== Exercise materials
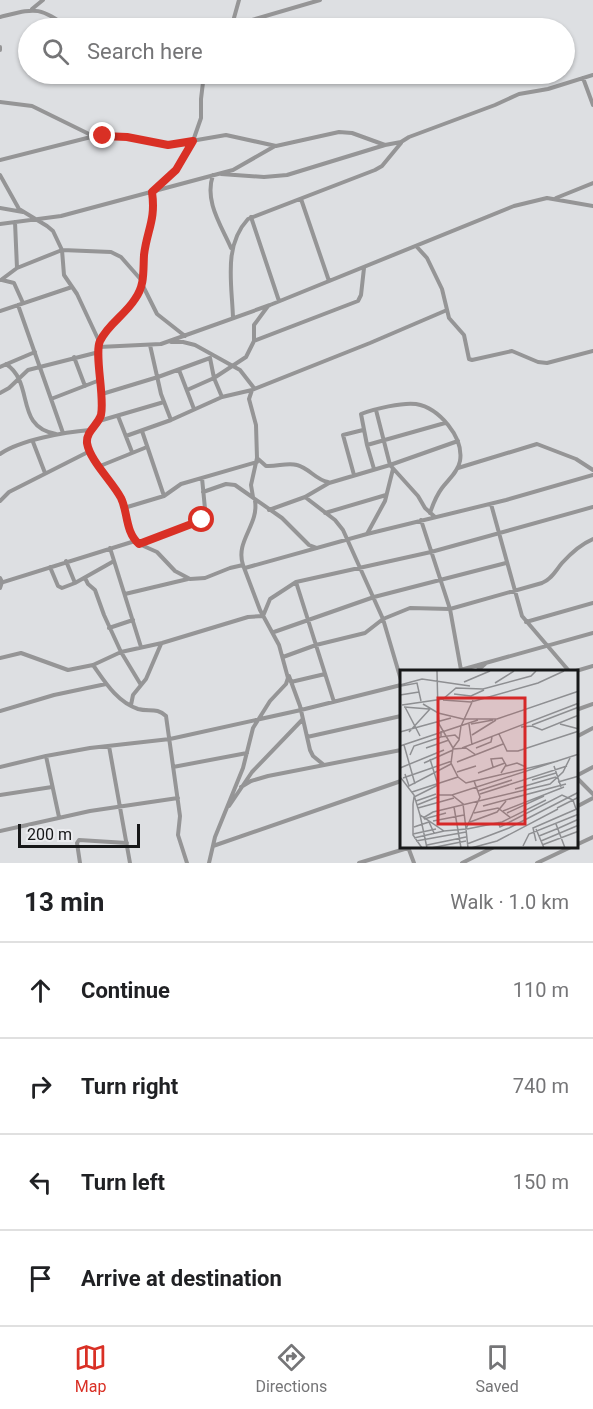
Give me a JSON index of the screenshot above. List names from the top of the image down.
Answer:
{
  "scale_bar": "200 m",
  "page": {
    "search": "Search here",
    "scale": "200 m",
    "heading": ["13 min", "Walk · 1.0 km"],
    "list": [
      ["Continue", "110 m"],
      ["Turn right", "740 m"],
      ["Turn left", "150 m"],
      "Arrive at destination"
    ],
    "nav": ["Map", "Directions", "Saved"]
  }
}
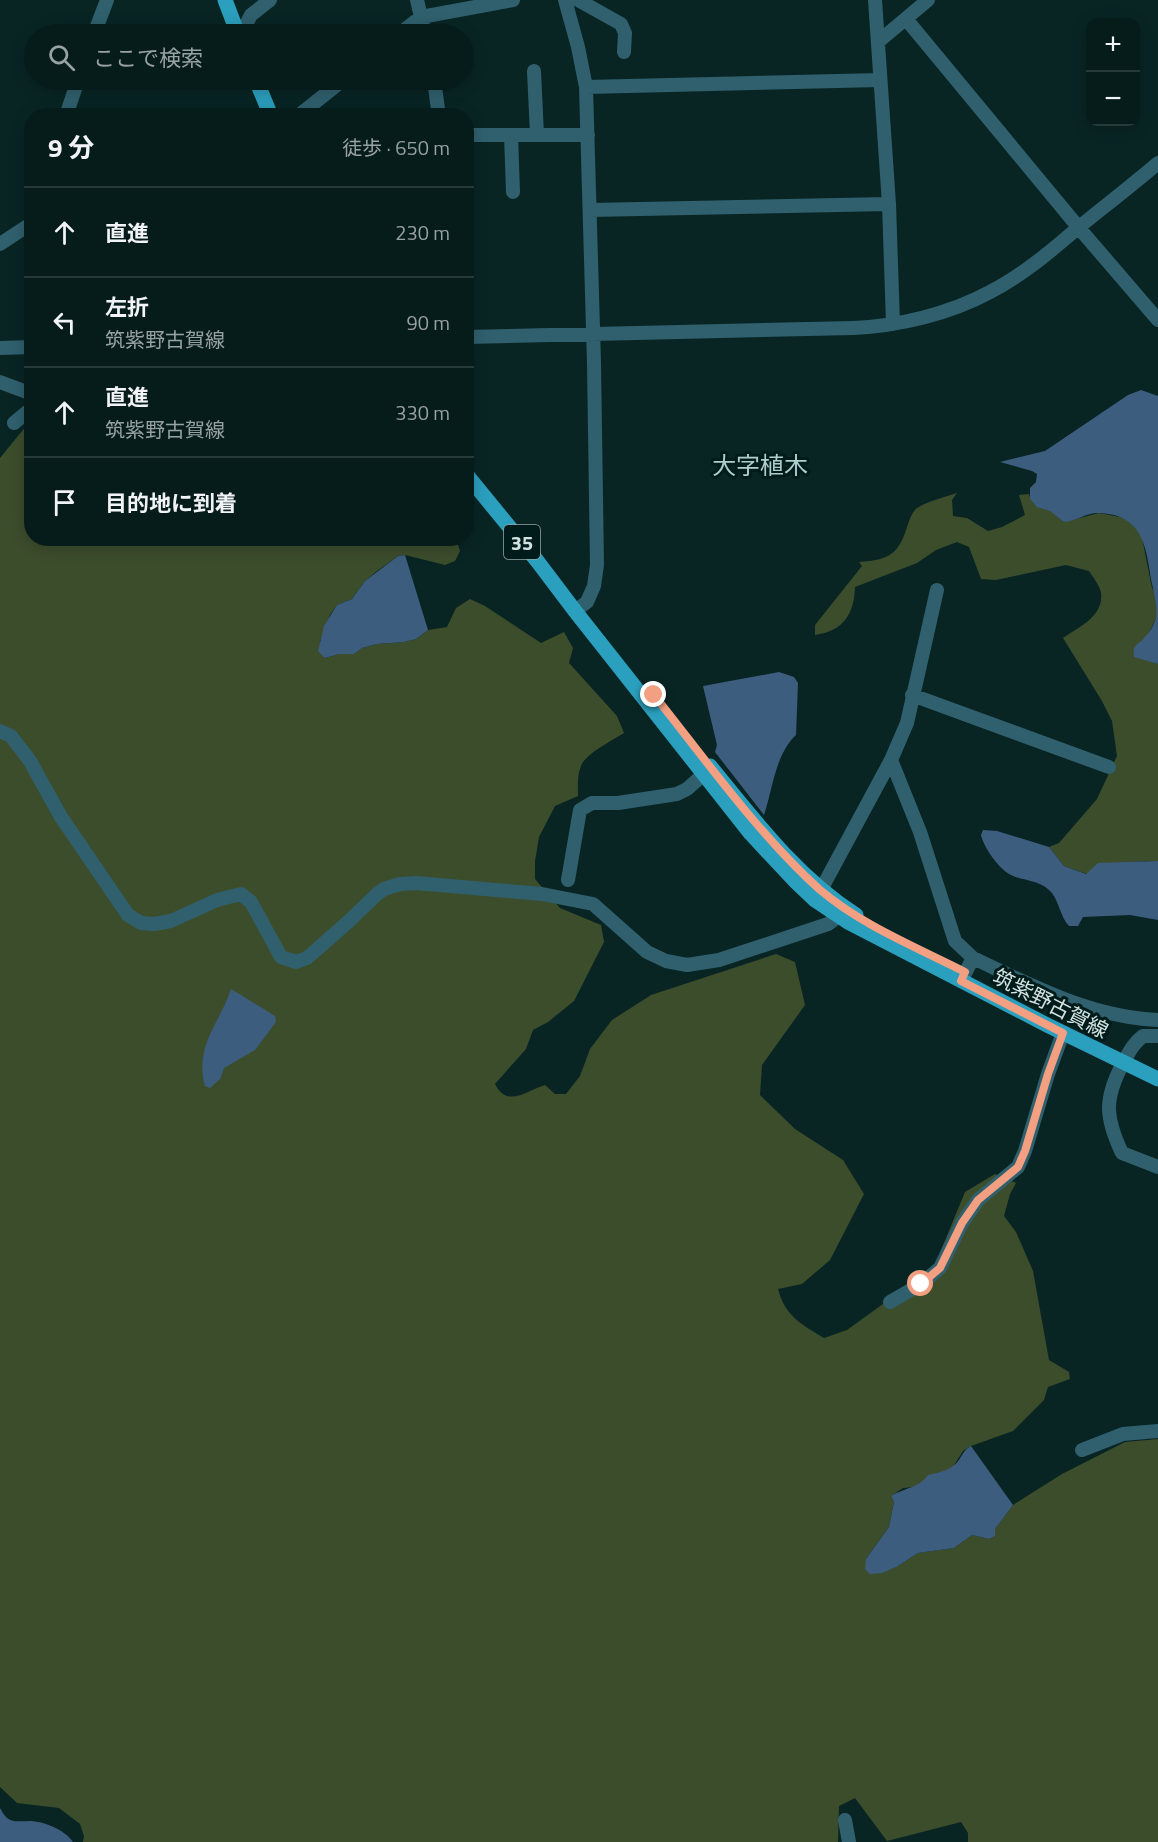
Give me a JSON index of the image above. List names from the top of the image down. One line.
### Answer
{"streets":{"main road":["35","筑紫野古賀線"]},"districts":["大字植木"],"page":{"map_buttons":["+","−"],"search":"ここで検索","heading":["9 分","徒歩 · 650 m"],"list":[["直進","230 m"],["左折","筑紫野古賀線","90 m"],["直進","筑紫野古賀線","330 m"],"目的地に到着"]}}
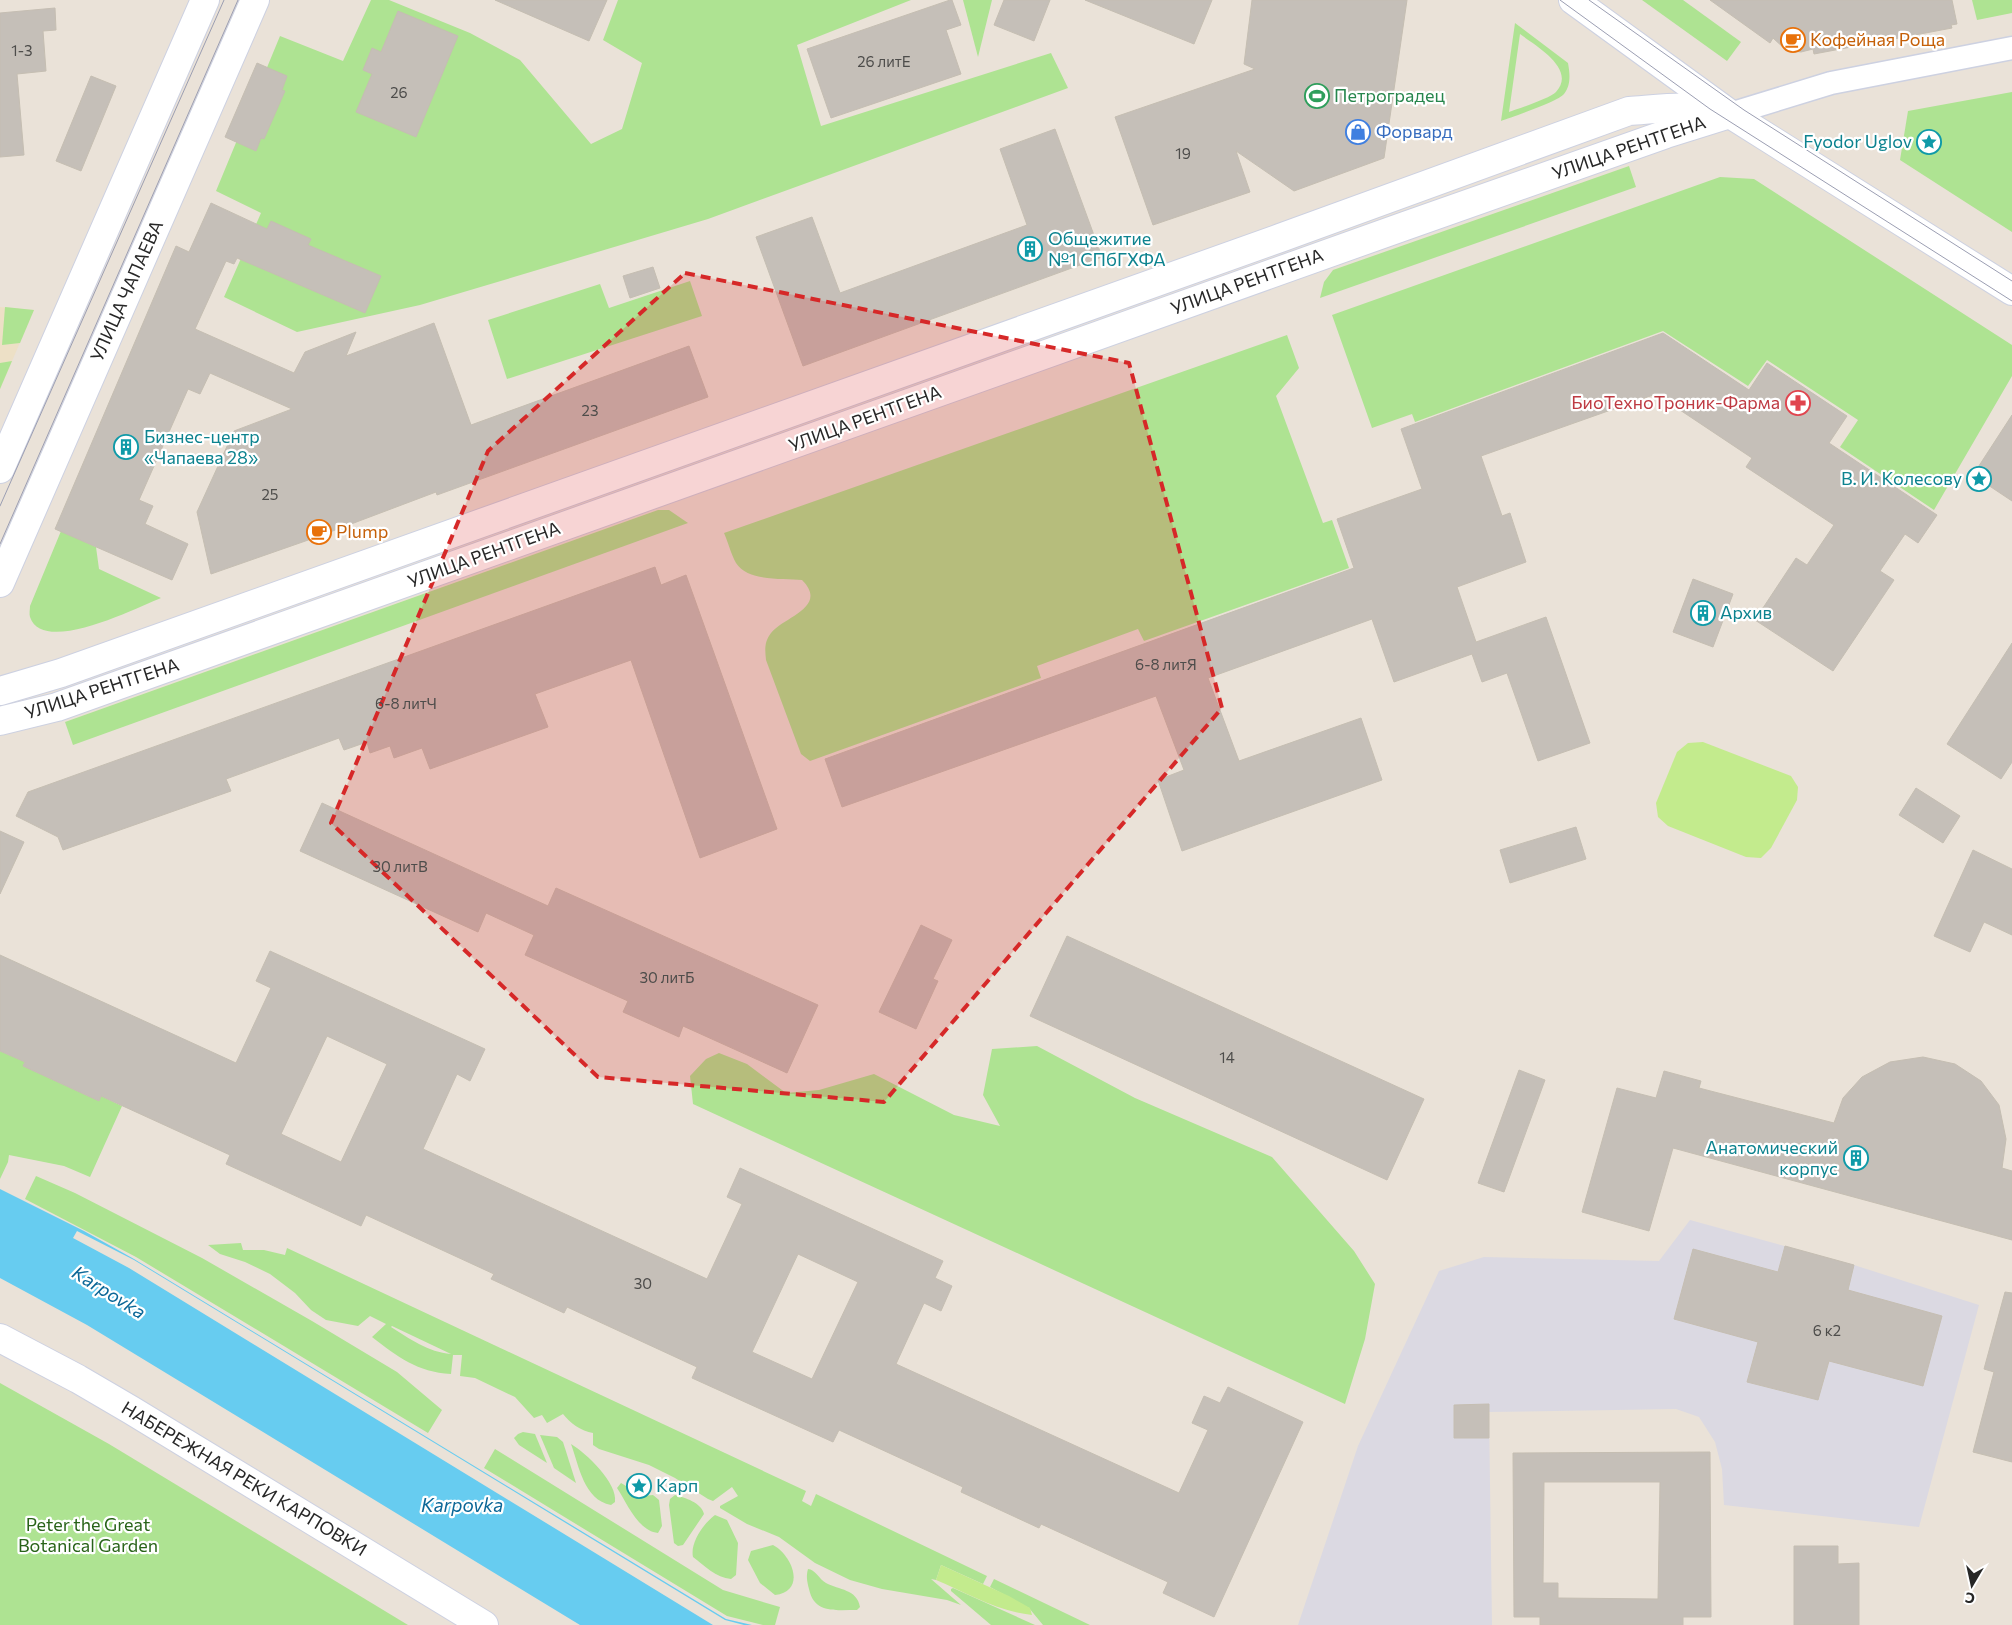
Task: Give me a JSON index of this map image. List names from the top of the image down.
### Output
====
Problem to solve:
Please make an exact copy of the whole listing and leave out its pictures.

Written response:
Give me a JSON index of the screenshot above. List names from the top of the image down.
Answer:
{
  "scale_bar": "200 m",
  "page": {
    "search": "Search here",
    "scale": "200 m",
    "heading": ["13 min", "Walk · 1.0 km"],
    "list": [
      ["Continue", "110 m"],
      ["Turn right", "740 m"],
      ["Turn left", "150 m"],
      "Arrive at destination"
    ],
    "nav": ["Map", "Directions", "Saved"]
  }
}
Give me a JSON index of the image above. List names from the top of the image down. One line.
### Answer
{"streets":{"main road":["35","筑紫野古賀線"]},"districts":["大字植木"],"page":{"map_buttons":["+","−"],"search":"ここで検索","heading":["9 分","徒歩 · 650 m"],"list":[["直進","230 m"],["左折","筑紫野古賀線","90 m"],["直進","筑紫野古賀線","330 m"],"目的地に到着"]}}
Task: Give me a JSON index of this map image. List names from the top of the image down.
### Output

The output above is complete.